おうちデート? ①

 ゴールデンウィークなのに雨予報が続く中の、数少ない晴れの日。待ち合わせ場所に向かえば、笹森さんがすでにいた。が、1人ではなかった。


 部屋は綺麗にした。服装もシンプルで無難なものだし、大丈夫なはず。それに、スティックタイプのルームフレグランスっていうものも準備した。だから俺の部屋は今、微かに果物の匂いも混じるせっけんの香りがする。でも時間が経つと花の香りに変わっていくらしい。すげー。

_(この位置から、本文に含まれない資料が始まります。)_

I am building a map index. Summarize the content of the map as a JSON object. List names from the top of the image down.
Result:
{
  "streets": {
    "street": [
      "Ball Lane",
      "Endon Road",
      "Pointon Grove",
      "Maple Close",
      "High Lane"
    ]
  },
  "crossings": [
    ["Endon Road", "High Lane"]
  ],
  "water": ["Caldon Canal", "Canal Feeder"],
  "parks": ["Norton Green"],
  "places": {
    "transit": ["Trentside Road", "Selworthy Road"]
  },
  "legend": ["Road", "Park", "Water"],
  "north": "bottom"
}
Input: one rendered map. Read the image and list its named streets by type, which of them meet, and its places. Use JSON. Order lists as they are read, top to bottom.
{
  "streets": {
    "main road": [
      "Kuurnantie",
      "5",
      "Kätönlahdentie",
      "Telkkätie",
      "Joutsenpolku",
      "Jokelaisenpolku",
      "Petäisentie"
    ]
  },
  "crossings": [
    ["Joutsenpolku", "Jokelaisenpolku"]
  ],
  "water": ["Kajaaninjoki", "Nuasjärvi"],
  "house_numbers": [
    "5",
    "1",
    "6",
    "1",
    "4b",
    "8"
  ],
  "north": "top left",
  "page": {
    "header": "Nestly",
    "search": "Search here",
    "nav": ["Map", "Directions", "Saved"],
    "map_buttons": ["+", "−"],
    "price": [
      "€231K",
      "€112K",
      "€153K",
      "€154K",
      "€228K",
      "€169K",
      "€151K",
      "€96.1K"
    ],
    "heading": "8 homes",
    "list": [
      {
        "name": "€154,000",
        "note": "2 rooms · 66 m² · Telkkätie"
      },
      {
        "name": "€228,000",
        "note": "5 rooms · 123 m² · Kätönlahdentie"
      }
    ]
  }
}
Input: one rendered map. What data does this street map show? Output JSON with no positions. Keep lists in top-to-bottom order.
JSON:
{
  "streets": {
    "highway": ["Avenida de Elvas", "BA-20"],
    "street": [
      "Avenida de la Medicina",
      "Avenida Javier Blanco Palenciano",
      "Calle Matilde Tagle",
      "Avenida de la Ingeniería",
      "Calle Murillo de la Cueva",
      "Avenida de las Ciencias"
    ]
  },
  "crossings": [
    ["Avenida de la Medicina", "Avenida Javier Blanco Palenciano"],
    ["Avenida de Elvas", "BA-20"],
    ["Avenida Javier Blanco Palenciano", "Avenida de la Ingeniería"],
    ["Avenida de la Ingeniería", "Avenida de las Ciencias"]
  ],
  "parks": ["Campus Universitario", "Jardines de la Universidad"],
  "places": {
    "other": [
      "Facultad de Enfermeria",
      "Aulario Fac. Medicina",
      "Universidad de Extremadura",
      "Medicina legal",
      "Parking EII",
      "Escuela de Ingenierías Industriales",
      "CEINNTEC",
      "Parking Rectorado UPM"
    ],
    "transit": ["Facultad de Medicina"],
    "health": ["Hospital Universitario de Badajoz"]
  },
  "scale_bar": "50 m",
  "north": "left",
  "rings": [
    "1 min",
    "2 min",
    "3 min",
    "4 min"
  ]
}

 あと、触り心地のいいビーズクッションとかも用意した。これは妹に便乗したが。

 丸い顔の猫が5種類いて、白と黒は俺。グレーと茶は妹。そして家族内で1番人気だった三毛が母。みんな三毛でいいのに、『全種類あった方がいい!』とか、母親が謎理論を振りかざした結果だ。買ってくれた父親の分はない。1番欲しそうだったのに。無情だ。


 で、今、俺の目の前にいるのは、白猫のビーズクッションを抱えている爽やかくん。笑顔が眩しい。天然の太陽だろ、これ。


「お義兄さん、どうかしましたか?」

「いや、ちょっと、眩しくて……」

「? あぁ、外、良い天気ですもんね」


 ちげーわ。


 心の中でつっこみながらも、俺は笑顔を作る。


「あのさ、俺と休日を過ごすとか、本当にいいの?」

「いいんです! ずっとずっと、こうしたかったんです!!」


 対面で座っていたはずなのに、爽やかくんがすごい速さで俺の隣まで来て、輝きを撒き散らかす。


 近い近い近い!

 やっぱ距離感おかしいだろ!!


 爽やかくんの胸に抱きしめられた白猫の顔は、もう原型を留めていないほど力が込められている。対して俺の黒猫それを押し返すように、まだギリギリ可愛い顔で俺を守っている。こいつがいなかったら、爽やかくんとゼロ距離なのは間違いない。

 しかし、顔を真っ赤にした爽やかくんの笑顔が目の前に迫る。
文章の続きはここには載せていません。